I've been thinking about this subject since I first started writing the poems that eventually were published in Survivable World: how much narrative detail is too much? After the book came out--after, in fact, I'd read one poem in particular in DC--, I realized that I'd gone too far with one line.
The poem is about the trips that I made to and from the hospital in D's last days, with and without his family. The phrase "everyone strained, polite" pushes right at the edge (I think now) of what's publicly acceptable: these are his family; they were under terrible stress, and I was only able to see them through my own lens of grief.
Which is acceptable in such circumstances, but for the fact that I wrote it down, fully intending to use it. I published it, thinking I had written an honest narrative of the experience. The thing I said next, and how I strained against the boundaries of privacy and propriety in order to accomplish the telling, is what shames me still.
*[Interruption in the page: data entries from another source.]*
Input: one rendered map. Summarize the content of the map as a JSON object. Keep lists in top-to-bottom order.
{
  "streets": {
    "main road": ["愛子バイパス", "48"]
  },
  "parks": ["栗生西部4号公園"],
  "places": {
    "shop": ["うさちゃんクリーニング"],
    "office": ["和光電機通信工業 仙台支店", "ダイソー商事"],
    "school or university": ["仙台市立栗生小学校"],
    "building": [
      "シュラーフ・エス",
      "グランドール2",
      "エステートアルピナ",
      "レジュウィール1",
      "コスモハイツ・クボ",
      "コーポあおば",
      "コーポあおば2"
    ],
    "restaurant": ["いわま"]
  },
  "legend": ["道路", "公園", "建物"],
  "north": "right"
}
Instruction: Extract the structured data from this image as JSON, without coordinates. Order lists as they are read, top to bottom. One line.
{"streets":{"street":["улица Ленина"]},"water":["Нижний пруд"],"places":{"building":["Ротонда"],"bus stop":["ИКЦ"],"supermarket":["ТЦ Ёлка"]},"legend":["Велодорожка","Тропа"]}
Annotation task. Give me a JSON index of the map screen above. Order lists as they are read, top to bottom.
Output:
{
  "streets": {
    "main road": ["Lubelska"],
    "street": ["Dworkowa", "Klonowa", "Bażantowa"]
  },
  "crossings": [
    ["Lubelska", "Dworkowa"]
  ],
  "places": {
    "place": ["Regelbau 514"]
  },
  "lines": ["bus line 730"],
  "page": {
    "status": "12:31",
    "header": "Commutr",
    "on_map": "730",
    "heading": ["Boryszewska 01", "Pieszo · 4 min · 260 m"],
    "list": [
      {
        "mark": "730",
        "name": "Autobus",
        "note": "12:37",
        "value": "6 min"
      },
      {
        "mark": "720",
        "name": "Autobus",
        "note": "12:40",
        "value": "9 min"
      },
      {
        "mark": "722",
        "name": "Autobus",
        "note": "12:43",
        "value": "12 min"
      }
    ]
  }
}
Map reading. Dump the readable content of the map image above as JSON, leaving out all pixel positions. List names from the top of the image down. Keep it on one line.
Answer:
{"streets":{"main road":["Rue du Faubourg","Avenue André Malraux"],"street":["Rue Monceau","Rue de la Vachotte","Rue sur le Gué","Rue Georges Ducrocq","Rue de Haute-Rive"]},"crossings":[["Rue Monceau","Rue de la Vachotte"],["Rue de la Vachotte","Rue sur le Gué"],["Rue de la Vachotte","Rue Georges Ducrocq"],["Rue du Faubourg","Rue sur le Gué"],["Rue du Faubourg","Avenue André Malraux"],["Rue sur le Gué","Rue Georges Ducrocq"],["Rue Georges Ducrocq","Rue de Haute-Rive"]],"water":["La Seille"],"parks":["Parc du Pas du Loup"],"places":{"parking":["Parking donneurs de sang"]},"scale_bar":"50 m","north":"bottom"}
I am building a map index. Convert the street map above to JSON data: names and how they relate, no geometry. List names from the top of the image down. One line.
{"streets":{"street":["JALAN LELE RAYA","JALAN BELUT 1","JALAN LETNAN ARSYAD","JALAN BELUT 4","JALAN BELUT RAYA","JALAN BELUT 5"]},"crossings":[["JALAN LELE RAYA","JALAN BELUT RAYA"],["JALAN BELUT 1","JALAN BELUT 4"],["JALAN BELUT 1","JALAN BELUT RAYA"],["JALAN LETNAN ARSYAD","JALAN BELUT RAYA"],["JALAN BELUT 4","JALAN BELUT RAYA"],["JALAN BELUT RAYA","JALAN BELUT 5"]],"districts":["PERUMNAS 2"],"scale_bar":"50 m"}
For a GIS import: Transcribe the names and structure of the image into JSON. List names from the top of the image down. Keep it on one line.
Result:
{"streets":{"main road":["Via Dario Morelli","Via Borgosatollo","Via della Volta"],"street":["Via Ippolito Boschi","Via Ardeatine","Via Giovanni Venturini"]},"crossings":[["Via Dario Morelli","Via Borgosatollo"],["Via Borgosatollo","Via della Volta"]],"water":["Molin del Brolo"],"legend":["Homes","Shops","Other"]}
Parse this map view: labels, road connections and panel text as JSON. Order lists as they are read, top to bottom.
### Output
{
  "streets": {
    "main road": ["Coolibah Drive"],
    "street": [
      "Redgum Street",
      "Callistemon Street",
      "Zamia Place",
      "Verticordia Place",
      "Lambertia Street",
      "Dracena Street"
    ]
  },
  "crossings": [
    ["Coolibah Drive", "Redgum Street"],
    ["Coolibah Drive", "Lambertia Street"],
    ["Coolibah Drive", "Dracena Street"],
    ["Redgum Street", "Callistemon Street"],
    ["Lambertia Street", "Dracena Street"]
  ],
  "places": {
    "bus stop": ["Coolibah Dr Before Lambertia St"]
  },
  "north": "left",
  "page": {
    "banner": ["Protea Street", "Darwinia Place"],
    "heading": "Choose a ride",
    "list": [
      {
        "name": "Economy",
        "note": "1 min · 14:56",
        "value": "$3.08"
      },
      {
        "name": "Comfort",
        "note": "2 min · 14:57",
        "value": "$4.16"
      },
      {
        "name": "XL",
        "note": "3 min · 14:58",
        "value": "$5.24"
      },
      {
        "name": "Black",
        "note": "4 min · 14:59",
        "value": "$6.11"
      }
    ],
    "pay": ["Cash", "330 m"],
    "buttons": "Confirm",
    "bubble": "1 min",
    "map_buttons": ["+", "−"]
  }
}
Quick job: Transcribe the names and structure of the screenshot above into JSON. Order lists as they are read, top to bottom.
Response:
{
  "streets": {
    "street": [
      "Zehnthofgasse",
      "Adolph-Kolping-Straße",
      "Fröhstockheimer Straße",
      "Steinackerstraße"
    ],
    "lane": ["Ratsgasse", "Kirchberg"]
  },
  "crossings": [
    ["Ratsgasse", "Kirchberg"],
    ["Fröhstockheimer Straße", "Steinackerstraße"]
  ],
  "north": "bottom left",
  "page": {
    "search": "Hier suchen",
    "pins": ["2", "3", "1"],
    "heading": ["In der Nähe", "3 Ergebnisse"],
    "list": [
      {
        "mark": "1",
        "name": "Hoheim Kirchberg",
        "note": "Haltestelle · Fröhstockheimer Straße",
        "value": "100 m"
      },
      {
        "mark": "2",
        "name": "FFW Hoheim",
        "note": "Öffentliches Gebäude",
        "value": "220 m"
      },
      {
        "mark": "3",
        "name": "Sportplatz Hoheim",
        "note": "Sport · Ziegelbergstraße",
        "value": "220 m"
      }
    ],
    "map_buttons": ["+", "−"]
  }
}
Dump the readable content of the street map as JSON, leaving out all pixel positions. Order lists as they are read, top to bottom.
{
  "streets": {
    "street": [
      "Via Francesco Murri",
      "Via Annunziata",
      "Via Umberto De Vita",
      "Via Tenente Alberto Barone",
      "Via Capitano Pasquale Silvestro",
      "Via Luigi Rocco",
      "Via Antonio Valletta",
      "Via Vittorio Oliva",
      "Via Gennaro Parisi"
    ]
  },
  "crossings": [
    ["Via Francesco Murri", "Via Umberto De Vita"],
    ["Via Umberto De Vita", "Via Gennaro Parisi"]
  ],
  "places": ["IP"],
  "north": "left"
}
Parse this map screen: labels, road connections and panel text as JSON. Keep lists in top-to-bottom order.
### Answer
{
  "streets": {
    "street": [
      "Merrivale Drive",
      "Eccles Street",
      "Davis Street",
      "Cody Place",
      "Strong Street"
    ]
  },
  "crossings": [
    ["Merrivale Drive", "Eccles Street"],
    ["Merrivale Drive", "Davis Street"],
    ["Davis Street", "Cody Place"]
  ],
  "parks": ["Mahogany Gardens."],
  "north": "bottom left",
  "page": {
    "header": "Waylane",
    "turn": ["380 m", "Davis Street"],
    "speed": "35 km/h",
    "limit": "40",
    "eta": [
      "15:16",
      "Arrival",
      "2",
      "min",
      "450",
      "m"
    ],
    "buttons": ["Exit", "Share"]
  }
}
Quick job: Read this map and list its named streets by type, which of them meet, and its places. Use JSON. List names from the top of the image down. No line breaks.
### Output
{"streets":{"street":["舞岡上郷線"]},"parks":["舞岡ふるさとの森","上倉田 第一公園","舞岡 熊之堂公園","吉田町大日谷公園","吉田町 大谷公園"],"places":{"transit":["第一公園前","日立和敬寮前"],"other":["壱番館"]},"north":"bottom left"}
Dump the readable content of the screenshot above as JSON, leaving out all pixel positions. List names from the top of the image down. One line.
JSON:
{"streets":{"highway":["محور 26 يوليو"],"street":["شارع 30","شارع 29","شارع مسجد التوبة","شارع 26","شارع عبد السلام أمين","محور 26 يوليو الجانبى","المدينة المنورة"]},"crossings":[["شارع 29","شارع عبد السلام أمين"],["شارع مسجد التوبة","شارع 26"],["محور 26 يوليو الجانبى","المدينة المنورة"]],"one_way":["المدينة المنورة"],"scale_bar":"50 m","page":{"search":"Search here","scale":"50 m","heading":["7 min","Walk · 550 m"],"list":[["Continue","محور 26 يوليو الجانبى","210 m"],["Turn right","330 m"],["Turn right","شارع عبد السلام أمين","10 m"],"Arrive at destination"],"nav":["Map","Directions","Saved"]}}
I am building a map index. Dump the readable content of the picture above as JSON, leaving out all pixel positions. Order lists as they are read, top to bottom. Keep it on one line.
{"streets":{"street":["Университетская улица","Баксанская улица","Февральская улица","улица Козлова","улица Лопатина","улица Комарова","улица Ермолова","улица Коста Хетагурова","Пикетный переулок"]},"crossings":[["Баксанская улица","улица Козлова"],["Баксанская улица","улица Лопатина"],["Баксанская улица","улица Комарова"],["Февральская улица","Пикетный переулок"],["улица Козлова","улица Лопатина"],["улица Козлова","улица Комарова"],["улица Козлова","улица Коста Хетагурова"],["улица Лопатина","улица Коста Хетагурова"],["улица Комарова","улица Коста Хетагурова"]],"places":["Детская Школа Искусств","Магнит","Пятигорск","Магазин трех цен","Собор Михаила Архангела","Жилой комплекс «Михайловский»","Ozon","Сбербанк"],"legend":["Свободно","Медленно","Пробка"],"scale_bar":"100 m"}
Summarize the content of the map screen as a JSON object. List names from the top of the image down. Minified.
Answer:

I want to say that I didn't mean it ("after ten years you'd think we'd know whether we liked one another"), that of course I liked them ("But you're just like any other married couple!" his mother said to D in her kitchen on one of our early visits), but they unnerved me, too.
The Pod People, I called them, that Christmas holiday our Honda's transmission failed on the long drive home to Houston. We were trying to push the car in terrible snow, and a beat-up white truck full of ominously quiet men picked us up, took us to a gas station miles down the road, where we phoned D's parents. Oh, the men were fine; it was just D's prissiness at the dirty truck--or maybe that they'd caught on that we were queers--or some undefined sense of difference that I'll never figure out which caused them to grow silent as we bumped along, but I couldn't help feeling that D was betraying a sense of disdain. I couldn't put my finger on it, but there was a palpable shift in the cab of that truck (why did I blame D for it?) and I remember thinking They could kill us, shove us down an embankment, go back for the car (absolutely loaded with gifts and camera equipment). It was days later, when D hadn't yet phoned to have the Honda towed, that I lost my patience with our extended visit, with living among his too-polite, blandly nice family, and launched into that explosive argument. I wanted to go home: I needed space to write, to read. I didn't trust their goodness and felt it had to be a facade; worse, I was sure they secretly disapproved of me.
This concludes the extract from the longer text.